I recall seeing similar limits on the GNS boxes, but nothing actually happens apart from there being no basemap; you can still fly waypoint to waypoint. OTOH an autopilot always flies a heading so if the mag variation is massive, how does that work?

The gyros in the Ipad, or any other consumer device like that, are rubbish for enroute nav by a factor of 100x to 1000×.

There are several old threads here on this stuff e.g. this one but not covering the polar issue.

INS is the only solution but there is no GA product. The cheapest one is about 20k and that’s an uncertified box which you would have to, ahem, velcro

Administrator
Shoreham EGKA, United Kingdom

I wouldn’t worry about grid navigation. It was designed to be used by specialist Navigators sitting in the back of V Bombers with nothing else to do. It is completely unsuited to single pilot operations.

We have an evening together on 19th March. Let’s talk about it then. It is much less scary than the books and manuals would have you believe.

Oh, and Peter, it is easy enough to set a GNS up to use True.

Last Edited by Timothy at 02 Mar 22:29
EGKB Biggin Hill

The easiest way to set up any aeronautical GPS to use true track is to pull the memory card
I remember it from my IR training when the card suddenly gave up the ghost in a KLN94 installed in the school plane.

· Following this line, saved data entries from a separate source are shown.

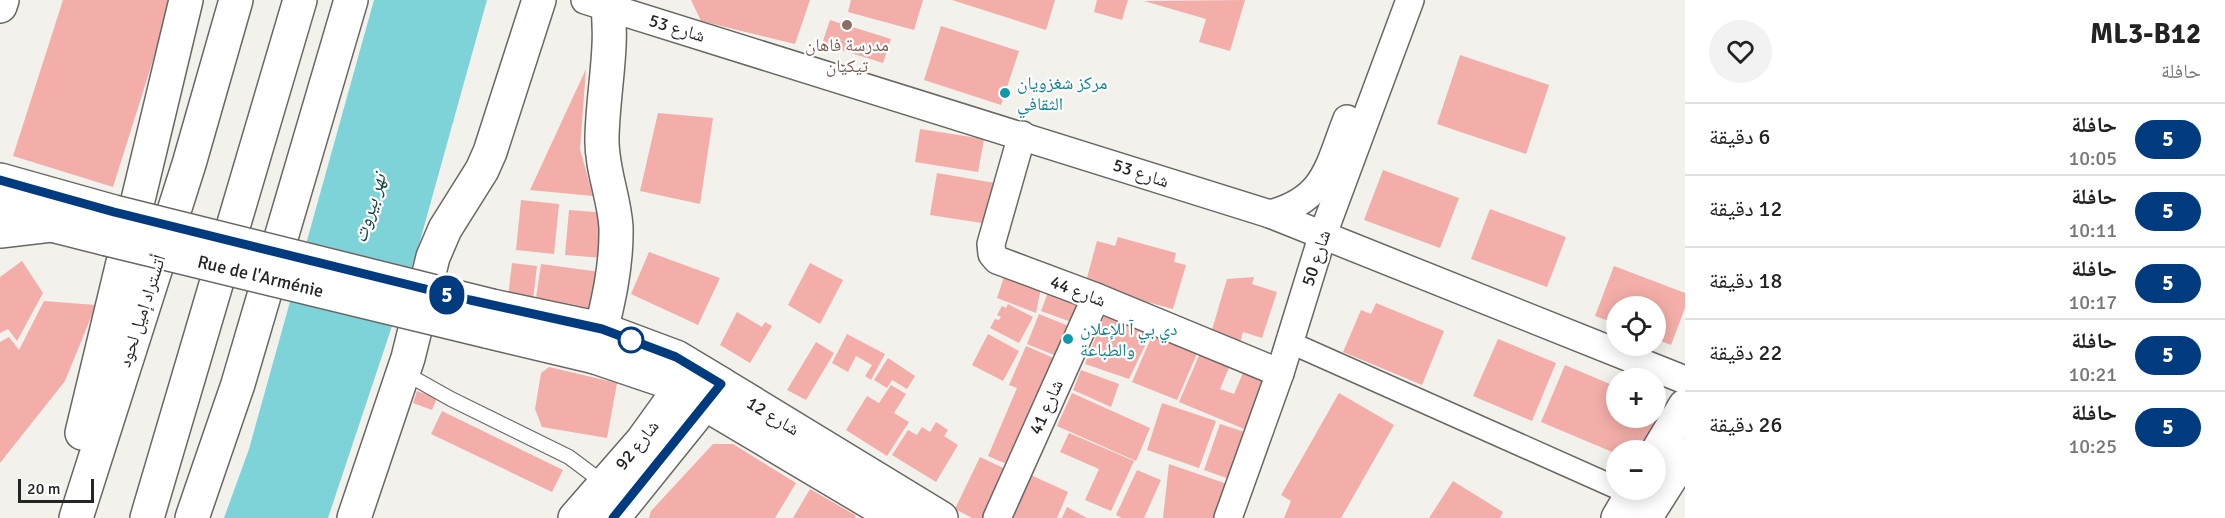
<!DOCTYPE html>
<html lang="ar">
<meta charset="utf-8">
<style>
:root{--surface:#fff;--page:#f2f2f2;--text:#222;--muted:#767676;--line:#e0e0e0}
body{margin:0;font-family:Signika,"Noto Naskh Arabic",sans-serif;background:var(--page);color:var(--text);direction:rtl;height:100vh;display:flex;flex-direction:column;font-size:22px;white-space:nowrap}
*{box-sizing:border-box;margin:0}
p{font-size:20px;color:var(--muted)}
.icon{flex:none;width:33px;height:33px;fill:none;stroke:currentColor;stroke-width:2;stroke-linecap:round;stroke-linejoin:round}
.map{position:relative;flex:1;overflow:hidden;direction:ltr}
.sheet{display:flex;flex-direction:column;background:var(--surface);width:540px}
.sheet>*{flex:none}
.badge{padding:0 12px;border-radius:20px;font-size:21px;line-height:39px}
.controls{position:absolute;left:1606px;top:296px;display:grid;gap:12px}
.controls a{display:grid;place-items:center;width:60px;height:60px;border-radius:50%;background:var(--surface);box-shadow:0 3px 15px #0003;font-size:30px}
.scale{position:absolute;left:18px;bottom:15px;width:76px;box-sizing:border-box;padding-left:6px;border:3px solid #252523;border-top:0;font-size:16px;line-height:21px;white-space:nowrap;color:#252523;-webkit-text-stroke:4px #fff;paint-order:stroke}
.map>.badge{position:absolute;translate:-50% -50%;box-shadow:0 0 0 3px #fff}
.round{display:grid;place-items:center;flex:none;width:63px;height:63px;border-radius:32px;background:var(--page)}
.headline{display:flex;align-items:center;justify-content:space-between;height:102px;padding:0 24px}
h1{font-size:28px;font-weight:700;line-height:45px}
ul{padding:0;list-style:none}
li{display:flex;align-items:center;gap:18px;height:72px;padding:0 24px;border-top:2px solid var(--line)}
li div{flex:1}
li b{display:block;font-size:22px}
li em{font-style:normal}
li .badge{min-width:66px;font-weight:700;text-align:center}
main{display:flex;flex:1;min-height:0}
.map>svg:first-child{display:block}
.water{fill:#7dd3d8}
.building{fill:#f4aea9}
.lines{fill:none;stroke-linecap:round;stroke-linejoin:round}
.service-casing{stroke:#686763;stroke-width:16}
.pedestrian-casing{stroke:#686763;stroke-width:24}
.minor-casing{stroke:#686763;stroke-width:30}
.tertiary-casing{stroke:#686763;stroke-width:36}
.secondary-casing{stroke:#686763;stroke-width:36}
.trunk-casing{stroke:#686763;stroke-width:36}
.motorway-casing{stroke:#686763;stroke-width:36}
.service{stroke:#fff;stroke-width:14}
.pedestrian{stroke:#fff;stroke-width:21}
.minor{stroke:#fff;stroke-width:27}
.tertiary{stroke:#fff;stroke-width:33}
.secondary{stroke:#fff;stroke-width:33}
.trunk{stroke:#fff;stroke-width:33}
.motorway{stroke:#fff;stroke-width:33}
.tertiary-bridge-casing{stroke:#686763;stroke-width:36;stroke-linecap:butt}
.tertiary-bridge{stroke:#fff;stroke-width:33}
.line-casing{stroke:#fff;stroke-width:14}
.line{stroke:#003b80;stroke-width:9}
.education-dot{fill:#8d6e63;stroke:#fff;stroke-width:2}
.culture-dot{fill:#0f9aa8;stroke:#fff;stroke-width:2}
.stop-dot{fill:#fff;stroke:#003b80;stroke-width:3}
.labels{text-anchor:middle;stroke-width:4.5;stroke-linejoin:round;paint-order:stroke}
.street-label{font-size:18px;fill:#252523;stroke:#fff}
.education-label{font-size:18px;fill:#785e54;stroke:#fff}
.culture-label{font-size:18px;fill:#0d838f;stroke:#fff;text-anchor:start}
.water-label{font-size:20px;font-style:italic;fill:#1d4547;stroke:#fff}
</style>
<main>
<section class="sheet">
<div class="headline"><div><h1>ML3-B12</h1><p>حافلة</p></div><a class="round"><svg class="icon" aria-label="heart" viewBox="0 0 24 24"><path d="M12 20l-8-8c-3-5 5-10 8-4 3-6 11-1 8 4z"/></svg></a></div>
<ul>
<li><span class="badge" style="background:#003b80;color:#fff">5</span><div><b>حافلة</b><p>10:05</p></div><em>6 دقيقة</em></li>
<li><span class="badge" style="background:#003b80;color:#fff">5</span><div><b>حافلة</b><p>10:11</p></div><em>12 دقيقة</em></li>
<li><span class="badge" style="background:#003b80;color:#fff">5</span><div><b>حافلة</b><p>10:17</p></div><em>18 دقيقة</em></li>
<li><span class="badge" style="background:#003b80;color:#fff">5</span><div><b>حافلة</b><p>10:21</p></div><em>22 دقيقة</em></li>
<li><span class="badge" style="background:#003b80;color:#fff">5</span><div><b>حافلة</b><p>10:25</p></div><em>26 دقيقة</em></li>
</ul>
</section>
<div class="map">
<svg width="1685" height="518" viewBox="0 0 1685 518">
<rect width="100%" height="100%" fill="#f2f1ec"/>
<polygon class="water" points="374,0 487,0 418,248 328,518 224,518 249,449"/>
<g class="building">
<polygon points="63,0 172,0 113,187 13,156"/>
<polygon points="691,0 810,0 795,44 701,21"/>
<polygon points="851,0 923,0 914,30 848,12"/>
<polygon points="952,0 1055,0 1046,30"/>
<polygon points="1097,0 1128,0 1122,20 1094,12"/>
<polygon points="1245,0 1230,51 1199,42 1206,19 1144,1"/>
<polygon points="830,20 891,39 883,63 822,44"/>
<polygon points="941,26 1019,51 1001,105 924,80"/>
<polygon points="1460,55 1549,85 1526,154 1437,124"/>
<polygon points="586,69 580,149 593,196 530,190"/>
<polygon points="658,113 713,118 700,204 640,191"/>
<polygon points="920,129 984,139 978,172 915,162"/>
<polygon points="1383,170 1459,198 1440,248 1364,220"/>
<polygon points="937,173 995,183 988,224 930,215"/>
<polygon points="521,200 559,204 554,254 516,250"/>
<polygon points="1490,209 1566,237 1547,287 1471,259"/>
<polygon points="569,210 608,213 604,258 565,255"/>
<polygon points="1118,237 1176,253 1174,262 1186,265 1173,309 1085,285 1097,241 1115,246"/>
<polygon points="649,252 720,278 698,325 631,294"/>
<polygon points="22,261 43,293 17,341 8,329 0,333 0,277"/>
<polygon points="512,263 537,266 533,300 508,297"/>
<polygon points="810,263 843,280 820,324 788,305"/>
<polygon points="541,264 600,272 595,312 535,305"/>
<polygon points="1614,266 1685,293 1685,308 1671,345 1656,339 1656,306 1617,306 1617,324 1595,316"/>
<polygon points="1005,274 1041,288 1036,313 997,298"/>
<polygon points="1254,277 1252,284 1277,292 1262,338 1243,332 1240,342 1211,333 1227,279"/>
<polygon points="1050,287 1091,302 1082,326 1041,311"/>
<polygon points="44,301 96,305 65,381 0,463 0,342 9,337 19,350"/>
<polygon points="1376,303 1444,331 1422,385 1343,352 1361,310 1371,314"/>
<polygon points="1008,304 1033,317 1019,343 990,328 995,319 999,320 1001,317 997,315 1002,306 1006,308"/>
<polygon points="737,312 762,327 765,322 772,326 750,363 720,345"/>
<polygon points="1106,312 1152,331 1129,379 1085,364"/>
<polygon points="1039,314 1076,329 1064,359 1027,344"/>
<polygon points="1154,331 1199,349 1177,400 1132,382"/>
<polygon points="847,334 885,354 871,380 865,376 872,365 856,356 848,372 832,363"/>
<polygon points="988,334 1019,351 1003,381 972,365"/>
<polygon points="1498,339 1556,363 1532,421 1473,396"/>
<polygon points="816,342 834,353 806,400 787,390"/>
<polygon points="1026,346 1065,363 1011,466 988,456 1017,388 1009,385"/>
<polygon points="1201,351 1231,363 1220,389 1234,394 1245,368 1271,378 1249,431 1179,402"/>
<polygon points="888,358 915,376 907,389 892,380 887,388 874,380"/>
<polygon points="1565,365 1617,387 1617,417 1656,417 1656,404 1662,406 1644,450 1617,450 1617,454 1541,422"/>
<polygon points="549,367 617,383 607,438 542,427 535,409 541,373"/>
<polygon points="1081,370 1119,384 1111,407 1073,390"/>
<polygon points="891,385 906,394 894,413 909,422 887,456 846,430 867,396 879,403"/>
<polygon points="417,391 437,398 432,410 413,403"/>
<polygon points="1072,393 1150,428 1136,461 1057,426"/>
<polygon points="1339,393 1394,425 1341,518 1284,518 1291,501 1281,495"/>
<polygon points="1162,403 1216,421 1199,468 1147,450"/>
<polygon points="442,411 563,470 552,492 431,434"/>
<polygon points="936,422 948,430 944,436 958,445 936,482 892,455 908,430 917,435 922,427 930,432"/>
<polygon points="1220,424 1251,434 1235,481 1204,470"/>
<polygon points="1069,433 1134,461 1111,511 1085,500 1099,469 1060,452"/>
<polygon points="713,444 733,444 796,483 775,518 649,518 651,511"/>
<polygon points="980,457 1014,473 992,518 972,518 955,509"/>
<polygon points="1169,464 1227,484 1215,518 1163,518"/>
<polygon points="1137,470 1161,480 1144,518 1122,518 1116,515"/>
<polygon points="1022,471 1068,492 1057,518 1000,518"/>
<polygon points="1453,481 1503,512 1500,518 1429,518"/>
<polygon points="810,489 855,515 856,518 793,518"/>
<polygon points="1067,507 1087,518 1062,518"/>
</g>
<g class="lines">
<defs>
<polyline id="service" points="403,372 451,399 569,457 605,484"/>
<polyline id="pedestrian" points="1289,342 1617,488"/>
<g id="minor">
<polyline points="585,0 1270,214 1685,380"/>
<polyline points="1022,135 991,244 992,254 997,260 1096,297 1280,373"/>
<path d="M1270,214C1326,199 1328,167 1347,119"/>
<polyline points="997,518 1096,297"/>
<polyline points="1228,518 1280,373 1323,234 1410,0"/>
</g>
<g id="tertiary">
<polyline points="0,180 114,212"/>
<polyline points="0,212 107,239"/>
<polyline points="492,306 601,329"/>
<polyline points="486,331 595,357"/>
<polyline points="721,384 941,518"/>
<polyline points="707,405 897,518"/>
<polyline points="1656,454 1685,406"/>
<polyline points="1618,518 1635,489"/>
<polyline points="1645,518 1685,455"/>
</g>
<g id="secondary">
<path d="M607,0C614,46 603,90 602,137C601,168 614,196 616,227C617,272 605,314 595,357L660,379L707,405"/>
<polyline points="601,329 676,357 721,384 613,518"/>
<polyline points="354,518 408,358 433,257 445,229 482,170 490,152 539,0"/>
<polyline points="575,518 643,440 692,372"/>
</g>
<g id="trunk">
<polyline points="0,6 2,0"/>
<polyline points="0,231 51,225"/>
</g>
<g id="motorway">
<polyline points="82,433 186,0"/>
<polyline points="76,518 189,164 236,0"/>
<polyline points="147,518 300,0"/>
<polyline points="192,518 238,384 351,0"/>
</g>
</defs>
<use href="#service" class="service-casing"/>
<use href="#pedestrian" class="pedestrian-casing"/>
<use href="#minor" class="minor-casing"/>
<use href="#tertiary" class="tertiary-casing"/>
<use href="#secondary" class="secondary-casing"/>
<use href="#trunk" class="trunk-casing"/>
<use href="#motorway" class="motorway-casing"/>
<use href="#service" class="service"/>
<use href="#pedestrian" class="pedestrian"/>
<use href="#minor" class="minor"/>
<use href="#tertiary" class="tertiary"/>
<use href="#secondary" class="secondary"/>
<use href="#trunk" class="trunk"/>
<use href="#motorway" class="motorway"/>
<defs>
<g id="tertiary-bridge">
<polyline points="114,212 492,306"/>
<path id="s1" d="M107,239L486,331"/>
</g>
</defs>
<use href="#tertiary-bridge" class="tertiary-bridge-casing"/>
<use href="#tertiary-bridge" class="tertiary-bridge"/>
</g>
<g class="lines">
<defs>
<polyline id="line" points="0,180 114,212 470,300 602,329 676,357 721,384 613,518"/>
</defs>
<use href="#line" class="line-casing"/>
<use href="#line" class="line"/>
</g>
<circle class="education-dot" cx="847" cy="25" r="6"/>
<g class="culture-dot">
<circle cx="1005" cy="93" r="6"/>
<circle cx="1068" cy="339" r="6"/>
</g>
<circle class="stop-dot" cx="631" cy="340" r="12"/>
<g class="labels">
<g class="street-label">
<text transform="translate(677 28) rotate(17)" y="6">شارع 53</text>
<text transform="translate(1141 173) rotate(18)" y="6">شارع 53</text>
<text transform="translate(1316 258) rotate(-72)" y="6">شارع 50</text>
<text dy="6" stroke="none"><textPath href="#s1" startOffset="158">Rue de l'Arménie</textPath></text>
<text transform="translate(1078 291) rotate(21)" y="6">شارع 44</text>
<text transform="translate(142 311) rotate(-72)" y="6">أتستراد إميل لحود</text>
<text transform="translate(1046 407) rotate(-66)" y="6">شارع 41</text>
<text transform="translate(773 416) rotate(31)" y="6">شارع 12</text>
<text transform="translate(637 445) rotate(-51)" y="6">شارع 92</text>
</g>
<g class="education-label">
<text x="847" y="51">مدرسة فاهان<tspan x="847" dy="21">تيكيان</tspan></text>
</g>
<g class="culture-label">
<text x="1017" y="89">مركز شغزويان<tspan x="1017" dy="21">الثقافي</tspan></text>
<text x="1080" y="335">دي بي آ للإعلان<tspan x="1080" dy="21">والطباعة</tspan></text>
</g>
<g class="water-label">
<text transform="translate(369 208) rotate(-73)" y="7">نهر بيروت</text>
</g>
</g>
</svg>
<div class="controls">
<a><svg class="icon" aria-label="locate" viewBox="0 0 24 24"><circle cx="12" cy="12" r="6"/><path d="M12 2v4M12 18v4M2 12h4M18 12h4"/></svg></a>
<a>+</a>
<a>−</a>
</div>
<div class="scale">20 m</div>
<b class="badge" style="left:447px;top:295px;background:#003b80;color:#fff">5</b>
</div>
</main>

Didn’t want to lose the booked flight, so I just entered the waypoint coordinates manually and off we went.

LKBU (near Prague), Czech Republic

OK, that’s fine if your compass still works, because you just do the usual thing of flying a heading and you adjust the heading to line up the track ahead with the magenta line.

But if you have no meaningful heading (say, anywhere near the poles) then all you can do is to fly wings-level i.e.

  • manually keeping the wings level against the visible or artificial horizon, or
  • use the autopilot in ROL mode, and push it gently left/right using the pedals

Timothy flew to the N Pole a few years ago but unfortunately he has not posted any information here on how he did this stuff.

Administrator
Shoreham EGKA, United Kingdom

The G1000 has similar (or identical) limitations as shown with the G500. Actually, it is the the airplane’s limitation, placed accordingly in the limitation section of the AOM.

It is interesting that equipping an airplane with state-of-the-art does-everything-and-a-bit-more stuff squarely disqualified the aircraft from flying in large parts of the world.

huv
EKRK, Denmark

I wonder how accurately you could find the magnetic poles with a magnetic inclinometer, looking for the points at which the magnetic fields are most vertical?

Yes, but the location would be inaccurate right after cos’ they move.